Cela me rappelle deux citations du regretté journaliste Galal Amer, trois ans avant sa disparition : « Si l’eau est coupée pendant que vous prenez une douche, vous pouvez courir sur les marches, couvert de savon, pour appeler votre voisin, mais vous ne pouvez pas appeler l’Éthiopie. » Il a également écrit : « Si le prestige de l’Égypte se perd parmi les pays du bassin du Nil, un jour viendra où un citoyen devra demander la permission au Kenya avant de prendre un bain. »

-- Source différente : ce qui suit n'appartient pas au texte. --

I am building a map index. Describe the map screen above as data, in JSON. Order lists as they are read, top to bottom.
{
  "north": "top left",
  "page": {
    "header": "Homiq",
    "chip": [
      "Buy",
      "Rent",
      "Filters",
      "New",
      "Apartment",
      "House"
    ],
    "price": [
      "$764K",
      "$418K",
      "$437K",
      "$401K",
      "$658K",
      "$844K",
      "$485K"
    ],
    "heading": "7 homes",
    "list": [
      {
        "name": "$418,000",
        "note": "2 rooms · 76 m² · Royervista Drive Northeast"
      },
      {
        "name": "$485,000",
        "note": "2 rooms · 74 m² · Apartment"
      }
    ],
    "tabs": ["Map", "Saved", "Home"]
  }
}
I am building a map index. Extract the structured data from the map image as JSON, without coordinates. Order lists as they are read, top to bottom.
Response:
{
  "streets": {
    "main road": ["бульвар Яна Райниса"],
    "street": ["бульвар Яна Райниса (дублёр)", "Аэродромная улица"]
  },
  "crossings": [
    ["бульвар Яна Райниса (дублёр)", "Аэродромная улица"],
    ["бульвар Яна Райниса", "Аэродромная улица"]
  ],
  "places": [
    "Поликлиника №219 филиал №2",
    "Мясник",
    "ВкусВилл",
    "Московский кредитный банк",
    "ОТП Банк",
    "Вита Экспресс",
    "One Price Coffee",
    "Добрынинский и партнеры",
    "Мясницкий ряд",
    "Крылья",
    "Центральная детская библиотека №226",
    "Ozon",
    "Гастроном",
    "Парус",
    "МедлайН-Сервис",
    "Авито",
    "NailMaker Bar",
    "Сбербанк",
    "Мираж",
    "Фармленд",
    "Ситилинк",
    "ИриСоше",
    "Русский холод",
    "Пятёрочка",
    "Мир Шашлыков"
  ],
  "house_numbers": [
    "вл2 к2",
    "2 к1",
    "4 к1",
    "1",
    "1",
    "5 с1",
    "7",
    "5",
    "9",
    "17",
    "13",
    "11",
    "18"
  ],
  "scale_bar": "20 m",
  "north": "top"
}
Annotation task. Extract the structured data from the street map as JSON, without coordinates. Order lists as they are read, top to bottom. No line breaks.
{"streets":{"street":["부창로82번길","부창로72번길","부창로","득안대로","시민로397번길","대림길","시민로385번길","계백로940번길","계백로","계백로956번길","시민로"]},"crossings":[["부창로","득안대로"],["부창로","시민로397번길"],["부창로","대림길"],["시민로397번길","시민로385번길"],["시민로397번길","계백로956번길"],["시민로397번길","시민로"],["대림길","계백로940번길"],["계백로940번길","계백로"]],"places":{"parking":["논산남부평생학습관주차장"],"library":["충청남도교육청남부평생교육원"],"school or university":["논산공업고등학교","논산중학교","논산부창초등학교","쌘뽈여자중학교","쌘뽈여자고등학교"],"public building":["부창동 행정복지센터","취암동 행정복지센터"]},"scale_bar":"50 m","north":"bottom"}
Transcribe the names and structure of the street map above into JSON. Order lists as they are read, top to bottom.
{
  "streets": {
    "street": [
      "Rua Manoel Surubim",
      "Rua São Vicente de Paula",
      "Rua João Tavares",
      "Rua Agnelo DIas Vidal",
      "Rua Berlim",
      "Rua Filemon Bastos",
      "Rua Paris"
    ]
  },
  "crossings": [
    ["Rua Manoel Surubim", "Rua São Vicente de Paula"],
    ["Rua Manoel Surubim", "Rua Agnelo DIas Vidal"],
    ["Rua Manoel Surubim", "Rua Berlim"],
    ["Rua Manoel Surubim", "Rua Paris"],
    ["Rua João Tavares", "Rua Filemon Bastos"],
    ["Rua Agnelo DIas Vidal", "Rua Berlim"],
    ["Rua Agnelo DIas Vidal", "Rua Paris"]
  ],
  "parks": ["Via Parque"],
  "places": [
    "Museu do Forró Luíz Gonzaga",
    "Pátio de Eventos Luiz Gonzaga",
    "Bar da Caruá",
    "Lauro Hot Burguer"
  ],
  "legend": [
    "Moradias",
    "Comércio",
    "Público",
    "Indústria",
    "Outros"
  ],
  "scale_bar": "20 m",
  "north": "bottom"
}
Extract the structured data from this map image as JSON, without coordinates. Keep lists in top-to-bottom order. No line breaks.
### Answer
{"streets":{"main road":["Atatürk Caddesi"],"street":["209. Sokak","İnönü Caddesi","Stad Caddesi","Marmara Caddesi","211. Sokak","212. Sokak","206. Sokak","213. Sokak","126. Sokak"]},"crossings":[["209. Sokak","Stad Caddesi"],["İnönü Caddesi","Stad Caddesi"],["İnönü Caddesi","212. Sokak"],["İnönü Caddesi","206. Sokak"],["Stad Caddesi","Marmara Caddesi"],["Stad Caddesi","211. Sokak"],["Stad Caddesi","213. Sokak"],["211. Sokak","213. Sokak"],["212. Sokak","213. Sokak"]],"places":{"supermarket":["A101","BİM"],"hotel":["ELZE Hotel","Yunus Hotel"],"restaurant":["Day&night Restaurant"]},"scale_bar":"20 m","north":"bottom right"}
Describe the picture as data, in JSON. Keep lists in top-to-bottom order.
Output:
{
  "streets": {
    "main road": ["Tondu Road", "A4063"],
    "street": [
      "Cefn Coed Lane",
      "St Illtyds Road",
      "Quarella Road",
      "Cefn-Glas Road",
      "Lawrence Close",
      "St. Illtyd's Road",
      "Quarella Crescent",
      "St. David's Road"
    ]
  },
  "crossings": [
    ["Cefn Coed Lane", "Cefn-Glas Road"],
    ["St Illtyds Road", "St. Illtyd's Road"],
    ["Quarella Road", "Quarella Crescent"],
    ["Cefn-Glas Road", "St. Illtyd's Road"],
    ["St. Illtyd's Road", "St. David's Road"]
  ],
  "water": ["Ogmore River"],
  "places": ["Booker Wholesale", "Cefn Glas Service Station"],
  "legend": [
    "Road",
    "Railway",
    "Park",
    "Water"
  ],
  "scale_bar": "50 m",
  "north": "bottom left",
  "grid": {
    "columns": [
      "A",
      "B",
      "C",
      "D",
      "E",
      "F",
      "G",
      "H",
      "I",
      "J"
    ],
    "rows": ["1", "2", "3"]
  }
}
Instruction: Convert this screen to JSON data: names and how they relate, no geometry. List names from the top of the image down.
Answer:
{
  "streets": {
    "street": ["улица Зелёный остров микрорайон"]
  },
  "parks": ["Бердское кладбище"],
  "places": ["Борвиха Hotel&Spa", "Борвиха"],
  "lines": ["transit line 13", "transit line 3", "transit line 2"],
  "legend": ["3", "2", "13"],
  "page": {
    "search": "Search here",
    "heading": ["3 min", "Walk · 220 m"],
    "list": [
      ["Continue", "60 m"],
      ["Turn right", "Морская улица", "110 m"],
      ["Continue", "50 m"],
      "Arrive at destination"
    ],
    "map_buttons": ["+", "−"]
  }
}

Ces citations témoignent éloquemment de ce qui a été dit. Notre pain est politique, notre eau est politique, nos relations sont politiques, nos voyages sont politiques, et tout dans nos vies est politique. C’est le destin de cet Orient : si quelqu’un éternue quelque part dans le monde, ses habitants attrapent un rhume.

Ceux qui refusent de s’immiscer en politique verront la politique s’immiscer dans leur vie et déterminer leur destin ; elle envahira leurs cuisines, leurs salles de bains, et même leurs chambres à coucher si cela lui plaît.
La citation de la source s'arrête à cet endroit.